• Exercise instructions
Please look for the string "lines" below and report every line in which it occurs.

BEGIN Information supplied

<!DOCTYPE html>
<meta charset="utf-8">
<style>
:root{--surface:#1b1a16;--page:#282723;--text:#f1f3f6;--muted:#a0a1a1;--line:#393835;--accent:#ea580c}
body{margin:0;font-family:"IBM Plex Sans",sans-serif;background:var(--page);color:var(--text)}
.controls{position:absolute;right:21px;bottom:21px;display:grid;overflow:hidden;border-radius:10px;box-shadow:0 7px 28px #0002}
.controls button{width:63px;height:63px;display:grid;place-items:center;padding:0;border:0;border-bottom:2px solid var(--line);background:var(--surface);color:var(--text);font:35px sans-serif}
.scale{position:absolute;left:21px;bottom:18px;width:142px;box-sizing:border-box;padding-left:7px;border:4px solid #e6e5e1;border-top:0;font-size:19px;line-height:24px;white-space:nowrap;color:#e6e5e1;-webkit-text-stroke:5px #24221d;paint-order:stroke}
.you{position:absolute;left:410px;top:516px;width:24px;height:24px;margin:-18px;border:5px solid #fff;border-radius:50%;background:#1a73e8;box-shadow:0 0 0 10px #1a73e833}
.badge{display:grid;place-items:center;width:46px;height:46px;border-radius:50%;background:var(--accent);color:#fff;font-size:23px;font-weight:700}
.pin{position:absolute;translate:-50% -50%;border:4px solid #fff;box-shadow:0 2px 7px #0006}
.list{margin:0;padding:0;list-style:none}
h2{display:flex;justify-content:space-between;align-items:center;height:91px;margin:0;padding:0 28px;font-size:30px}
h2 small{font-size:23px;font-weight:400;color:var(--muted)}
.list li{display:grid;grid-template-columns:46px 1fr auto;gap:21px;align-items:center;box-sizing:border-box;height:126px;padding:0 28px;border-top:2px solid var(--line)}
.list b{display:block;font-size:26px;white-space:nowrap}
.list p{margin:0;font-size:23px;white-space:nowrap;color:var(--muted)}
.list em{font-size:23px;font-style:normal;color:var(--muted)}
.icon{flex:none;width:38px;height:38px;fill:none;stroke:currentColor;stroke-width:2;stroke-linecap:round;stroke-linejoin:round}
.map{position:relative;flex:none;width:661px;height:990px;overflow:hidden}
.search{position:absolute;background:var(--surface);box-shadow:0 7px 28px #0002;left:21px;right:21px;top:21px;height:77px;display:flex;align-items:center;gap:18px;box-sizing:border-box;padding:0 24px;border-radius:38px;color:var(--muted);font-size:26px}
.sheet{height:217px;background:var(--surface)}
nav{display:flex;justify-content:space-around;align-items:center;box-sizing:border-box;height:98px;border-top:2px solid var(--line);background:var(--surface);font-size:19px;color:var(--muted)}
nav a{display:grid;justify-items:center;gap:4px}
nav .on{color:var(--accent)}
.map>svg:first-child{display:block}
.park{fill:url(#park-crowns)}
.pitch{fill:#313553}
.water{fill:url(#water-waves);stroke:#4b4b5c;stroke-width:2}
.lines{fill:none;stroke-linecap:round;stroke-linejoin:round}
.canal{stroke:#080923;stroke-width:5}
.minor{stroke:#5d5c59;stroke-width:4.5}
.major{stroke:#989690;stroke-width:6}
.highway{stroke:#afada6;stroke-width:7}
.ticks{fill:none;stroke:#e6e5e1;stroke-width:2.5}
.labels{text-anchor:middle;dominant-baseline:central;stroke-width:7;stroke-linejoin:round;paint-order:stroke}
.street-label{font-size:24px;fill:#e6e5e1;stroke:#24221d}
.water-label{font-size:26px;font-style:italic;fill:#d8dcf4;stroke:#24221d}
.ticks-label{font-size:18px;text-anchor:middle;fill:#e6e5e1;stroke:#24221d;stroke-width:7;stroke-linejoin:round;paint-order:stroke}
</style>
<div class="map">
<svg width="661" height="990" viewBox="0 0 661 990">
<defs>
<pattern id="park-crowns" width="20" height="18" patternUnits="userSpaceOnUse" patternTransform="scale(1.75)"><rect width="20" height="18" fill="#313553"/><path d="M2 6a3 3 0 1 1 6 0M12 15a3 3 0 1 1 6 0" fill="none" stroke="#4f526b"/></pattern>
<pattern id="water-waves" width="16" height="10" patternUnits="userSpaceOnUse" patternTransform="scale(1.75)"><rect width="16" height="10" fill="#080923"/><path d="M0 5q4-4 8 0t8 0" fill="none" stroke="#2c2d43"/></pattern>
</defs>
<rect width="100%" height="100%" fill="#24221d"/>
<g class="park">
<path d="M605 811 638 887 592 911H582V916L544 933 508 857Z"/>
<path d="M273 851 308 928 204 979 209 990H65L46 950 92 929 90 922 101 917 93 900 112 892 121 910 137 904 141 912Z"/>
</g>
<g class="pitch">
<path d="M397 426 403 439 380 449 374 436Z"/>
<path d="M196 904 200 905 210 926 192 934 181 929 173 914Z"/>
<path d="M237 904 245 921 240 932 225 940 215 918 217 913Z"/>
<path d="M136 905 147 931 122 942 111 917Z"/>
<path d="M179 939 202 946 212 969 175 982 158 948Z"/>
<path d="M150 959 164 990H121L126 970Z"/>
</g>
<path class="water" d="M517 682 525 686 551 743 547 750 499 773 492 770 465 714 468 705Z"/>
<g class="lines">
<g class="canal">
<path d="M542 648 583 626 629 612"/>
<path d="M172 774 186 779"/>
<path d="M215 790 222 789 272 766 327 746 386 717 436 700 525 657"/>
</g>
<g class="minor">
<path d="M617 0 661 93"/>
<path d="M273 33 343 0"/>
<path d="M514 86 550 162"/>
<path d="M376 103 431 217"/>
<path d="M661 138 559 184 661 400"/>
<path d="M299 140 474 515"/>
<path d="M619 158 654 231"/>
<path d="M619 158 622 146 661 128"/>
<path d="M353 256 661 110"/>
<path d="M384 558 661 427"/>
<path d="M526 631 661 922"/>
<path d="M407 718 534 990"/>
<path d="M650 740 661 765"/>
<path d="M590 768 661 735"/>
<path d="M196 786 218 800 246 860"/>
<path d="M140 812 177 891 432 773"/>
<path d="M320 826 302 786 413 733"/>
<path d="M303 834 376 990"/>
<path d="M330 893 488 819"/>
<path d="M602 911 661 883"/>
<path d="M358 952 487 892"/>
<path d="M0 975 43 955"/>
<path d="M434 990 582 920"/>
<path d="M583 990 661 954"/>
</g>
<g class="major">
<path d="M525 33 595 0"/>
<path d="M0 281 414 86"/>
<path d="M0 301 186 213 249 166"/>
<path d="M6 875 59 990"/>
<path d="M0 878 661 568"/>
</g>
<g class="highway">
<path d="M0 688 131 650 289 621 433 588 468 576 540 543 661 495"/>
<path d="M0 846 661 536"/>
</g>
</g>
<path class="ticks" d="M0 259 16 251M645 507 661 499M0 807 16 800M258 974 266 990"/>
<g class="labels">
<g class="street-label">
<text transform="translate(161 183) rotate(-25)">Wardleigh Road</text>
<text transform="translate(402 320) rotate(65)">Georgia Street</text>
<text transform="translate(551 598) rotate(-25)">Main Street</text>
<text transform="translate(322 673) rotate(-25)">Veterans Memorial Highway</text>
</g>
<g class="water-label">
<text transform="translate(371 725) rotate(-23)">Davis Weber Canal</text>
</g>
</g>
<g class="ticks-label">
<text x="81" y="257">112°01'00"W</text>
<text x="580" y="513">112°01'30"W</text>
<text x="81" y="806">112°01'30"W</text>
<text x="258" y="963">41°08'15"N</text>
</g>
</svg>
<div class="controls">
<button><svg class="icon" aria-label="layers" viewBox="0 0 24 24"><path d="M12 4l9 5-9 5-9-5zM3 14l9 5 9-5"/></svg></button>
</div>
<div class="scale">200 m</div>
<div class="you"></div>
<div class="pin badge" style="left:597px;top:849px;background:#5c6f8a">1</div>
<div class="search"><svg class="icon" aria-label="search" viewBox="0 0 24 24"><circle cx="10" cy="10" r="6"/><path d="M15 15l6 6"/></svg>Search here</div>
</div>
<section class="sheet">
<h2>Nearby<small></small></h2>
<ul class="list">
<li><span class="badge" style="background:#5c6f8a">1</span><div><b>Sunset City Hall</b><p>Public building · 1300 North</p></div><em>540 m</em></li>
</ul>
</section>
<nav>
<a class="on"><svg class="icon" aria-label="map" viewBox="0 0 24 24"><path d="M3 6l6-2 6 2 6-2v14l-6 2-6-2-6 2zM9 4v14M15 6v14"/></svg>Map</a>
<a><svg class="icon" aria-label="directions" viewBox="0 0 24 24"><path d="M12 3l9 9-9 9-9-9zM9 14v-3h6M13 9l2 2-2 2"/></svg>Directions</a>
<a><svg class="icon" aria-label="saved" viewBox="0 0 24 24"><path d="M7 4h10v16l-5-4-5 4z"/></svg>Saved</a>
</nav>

END Information supplied
BEGIN Information supplied

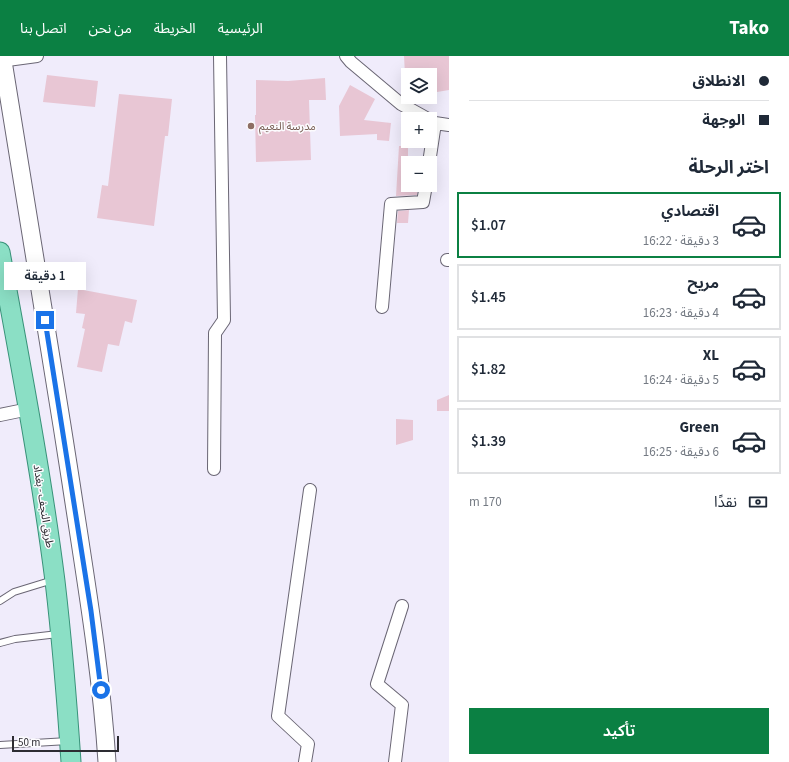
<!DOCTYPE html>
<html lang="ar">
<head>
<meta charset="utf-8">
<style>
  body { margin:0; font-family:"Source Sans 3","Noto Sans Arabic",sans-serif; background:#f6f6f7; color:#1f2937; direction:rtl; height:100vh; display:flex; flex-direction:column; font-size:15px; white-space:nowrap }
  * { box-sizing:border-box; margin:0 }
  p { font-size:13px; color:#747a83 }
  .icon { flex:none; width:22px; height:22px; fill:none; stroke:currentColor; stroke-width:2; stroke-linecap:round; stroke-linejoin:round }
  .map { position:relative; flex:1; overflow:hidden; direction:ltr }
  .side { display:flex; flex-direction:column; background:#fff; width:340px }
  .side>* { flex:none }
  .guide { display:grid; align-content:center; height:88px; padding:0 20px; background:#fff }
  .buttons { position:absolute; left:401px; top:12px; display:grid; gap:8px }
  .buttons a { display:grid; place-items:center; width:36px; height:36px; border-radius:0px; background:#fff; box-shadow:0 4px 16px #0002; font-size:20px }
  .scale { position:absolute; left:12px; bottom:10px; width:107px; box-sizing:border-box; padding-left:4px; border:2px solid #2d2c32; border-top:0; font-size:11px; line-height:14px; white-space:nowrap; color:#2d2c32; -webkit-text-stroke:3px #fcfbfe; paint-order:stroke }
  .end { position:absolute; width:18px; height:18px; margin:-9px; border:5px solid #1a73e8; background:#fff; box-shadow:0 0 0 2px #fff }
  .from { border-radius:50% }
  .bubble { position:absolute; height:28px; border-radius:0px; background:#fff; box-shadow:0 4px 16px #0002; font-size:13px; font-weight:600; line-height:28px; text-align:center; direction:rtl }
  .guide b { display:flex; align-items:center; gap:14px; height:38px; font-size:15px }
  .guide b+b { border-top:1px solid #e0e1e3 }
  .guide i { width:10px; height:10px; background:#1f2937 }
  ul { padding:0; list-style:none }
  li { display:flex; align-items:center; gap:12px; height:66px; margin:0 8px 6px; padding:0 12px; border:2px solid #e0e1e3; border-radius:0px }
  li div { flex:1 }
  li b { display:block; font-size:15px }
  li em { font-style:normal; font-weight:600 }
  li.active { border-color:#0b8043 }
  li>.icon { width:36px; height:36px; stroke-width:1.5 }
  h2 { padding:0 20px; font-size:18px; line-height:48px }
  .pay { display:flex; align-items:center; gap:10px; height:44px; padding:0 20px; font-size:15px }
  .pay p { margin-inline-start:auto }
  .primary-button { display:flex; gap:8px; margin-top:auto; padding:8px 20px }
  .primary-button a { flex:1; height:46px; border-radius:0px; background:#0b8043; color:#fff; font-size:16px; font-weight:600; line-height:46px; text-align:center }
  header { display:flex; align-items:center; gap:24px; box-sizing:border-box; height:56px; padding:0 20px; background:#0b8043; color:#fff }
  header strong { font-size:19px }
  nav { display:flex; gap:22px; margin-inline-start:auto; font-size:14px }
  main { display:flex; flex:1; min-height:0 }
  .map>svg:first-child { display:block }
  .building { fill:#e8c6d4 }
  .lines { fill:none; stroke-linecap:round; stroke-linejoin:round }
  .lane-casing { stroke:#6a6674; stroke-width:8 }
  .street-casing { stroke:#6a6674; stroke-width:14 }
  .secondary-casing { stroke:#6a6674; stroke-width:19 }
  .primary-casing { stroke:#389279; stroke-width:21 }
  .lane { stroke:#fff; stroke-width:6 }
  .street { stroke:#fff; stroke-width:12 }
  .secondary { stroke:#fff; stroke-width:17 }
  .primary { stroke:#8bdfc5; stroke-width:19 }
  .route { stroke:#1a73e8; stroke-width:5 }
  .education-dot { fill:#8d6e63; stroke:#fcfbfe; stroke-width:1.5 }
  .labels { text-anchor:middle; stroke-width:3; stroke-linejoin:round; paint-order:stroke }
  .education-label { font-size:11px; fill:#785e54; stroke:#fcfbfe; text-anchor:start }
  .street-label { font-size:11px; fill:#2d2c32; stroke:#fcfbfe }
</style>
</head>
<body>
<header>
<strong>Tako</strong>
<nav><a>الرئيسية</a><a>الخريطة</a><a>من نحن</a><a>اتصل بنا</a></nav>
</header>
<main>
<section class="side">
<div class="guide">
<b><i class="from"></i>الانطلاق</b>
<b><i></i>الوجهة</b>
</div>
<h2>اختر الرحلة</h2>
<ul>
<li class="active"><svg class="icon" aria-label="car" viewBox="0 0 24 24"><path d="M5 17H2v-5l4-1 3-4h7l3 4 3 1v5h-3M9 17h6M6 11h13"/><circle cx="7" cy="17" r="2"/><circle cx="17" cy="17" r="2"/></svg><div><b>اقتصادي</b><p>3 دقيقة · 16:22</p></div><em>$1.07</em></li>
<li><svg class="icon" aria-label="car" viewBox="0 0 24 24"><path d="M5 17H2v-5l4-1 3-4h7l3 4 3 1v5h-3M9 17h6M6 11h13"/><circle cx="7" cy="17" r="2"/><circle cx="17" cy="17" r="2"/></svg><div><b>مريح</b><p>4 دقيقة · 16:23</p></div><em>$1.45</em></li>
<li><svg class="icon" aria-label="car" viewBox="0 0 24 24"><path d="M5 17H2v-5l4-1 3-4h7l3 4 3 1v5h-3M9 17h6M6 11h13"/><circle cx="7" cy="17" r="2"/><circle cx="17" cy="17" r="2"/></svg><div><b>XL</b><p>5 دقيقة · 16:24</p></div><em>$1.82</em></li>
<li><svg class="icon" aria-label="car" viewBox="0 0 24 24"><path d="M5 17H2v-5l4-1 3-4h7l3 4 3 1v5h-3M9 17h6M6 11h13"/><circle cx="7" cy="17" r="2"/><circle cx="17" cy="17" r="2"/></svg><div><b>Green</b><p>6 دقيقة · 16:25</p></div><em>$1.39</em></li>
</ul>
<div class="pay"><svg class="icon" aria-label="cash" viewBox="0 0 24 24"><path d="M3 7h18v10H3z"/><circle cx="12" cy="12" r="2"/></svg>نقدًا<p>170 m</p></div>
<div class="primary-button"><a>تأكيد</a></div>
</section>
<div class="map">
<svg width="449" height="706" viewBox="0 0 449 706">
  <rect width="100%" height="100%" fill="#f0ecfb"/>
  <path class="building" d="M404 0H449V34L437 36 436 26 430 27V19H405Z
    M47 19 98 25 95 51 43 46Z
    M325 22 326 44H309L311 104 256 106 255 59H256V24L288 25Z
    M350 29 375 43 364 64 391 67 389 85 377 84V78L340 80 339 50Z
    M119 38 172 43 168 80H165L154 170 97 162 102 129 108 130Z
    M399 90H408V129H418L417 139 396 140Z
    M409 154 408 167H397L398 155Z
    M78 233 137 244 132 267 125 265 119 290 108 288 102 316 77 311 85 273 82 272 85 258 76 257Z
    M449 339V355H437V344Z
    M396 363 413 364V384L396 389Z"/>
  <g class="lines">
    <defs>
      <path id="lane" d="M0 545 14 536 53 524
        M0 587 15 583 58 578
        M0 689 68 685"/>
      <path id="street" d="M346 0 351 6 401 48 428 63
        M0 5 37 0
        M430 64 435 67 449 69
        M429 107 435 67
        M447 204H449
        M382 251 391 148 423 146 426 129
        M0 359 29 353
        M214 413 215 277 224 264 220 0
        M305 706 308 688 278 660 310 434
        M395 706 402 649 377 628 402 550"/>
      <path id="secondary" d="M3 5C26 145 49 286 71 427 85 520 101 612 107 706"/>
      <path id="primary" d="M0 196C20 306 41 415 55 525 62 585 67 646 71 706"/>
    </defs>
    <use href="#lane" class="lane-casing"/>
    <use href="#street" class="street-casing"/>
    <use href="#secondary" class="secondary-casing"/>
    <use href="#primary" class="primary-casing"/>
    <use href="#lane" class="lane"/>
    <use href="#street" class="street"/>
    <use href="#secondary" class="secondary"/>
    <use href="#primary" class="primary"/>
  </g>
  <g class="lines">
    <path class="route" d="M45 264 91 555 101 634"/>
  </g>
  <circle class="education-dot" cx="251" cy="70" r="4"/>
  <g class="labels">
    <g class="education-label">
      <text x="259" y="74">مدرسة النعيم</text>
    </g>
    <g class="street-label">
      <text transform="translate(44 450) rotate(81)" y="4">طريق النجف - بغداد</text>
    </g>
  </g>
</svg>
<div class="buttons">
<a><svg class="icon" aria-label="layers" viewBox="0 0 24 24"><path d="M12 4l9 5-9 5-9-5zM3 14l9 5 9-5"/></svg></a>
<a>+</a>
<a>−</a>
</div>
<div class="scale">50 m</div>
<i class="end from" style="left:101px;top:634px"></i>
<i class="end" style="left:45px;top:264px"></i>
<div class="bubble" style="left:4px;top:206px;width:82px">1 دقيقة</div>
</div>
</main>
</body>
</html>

END Information supplied

• Written answer
.lines{fill:none;stroke-linecap:round;stroke-linejoin:round}
<g class="lines">
  .lines { fill:none; stroke-linecap:round; stroke-linejoin:round }
  <g class="lines">
  <g class="lines">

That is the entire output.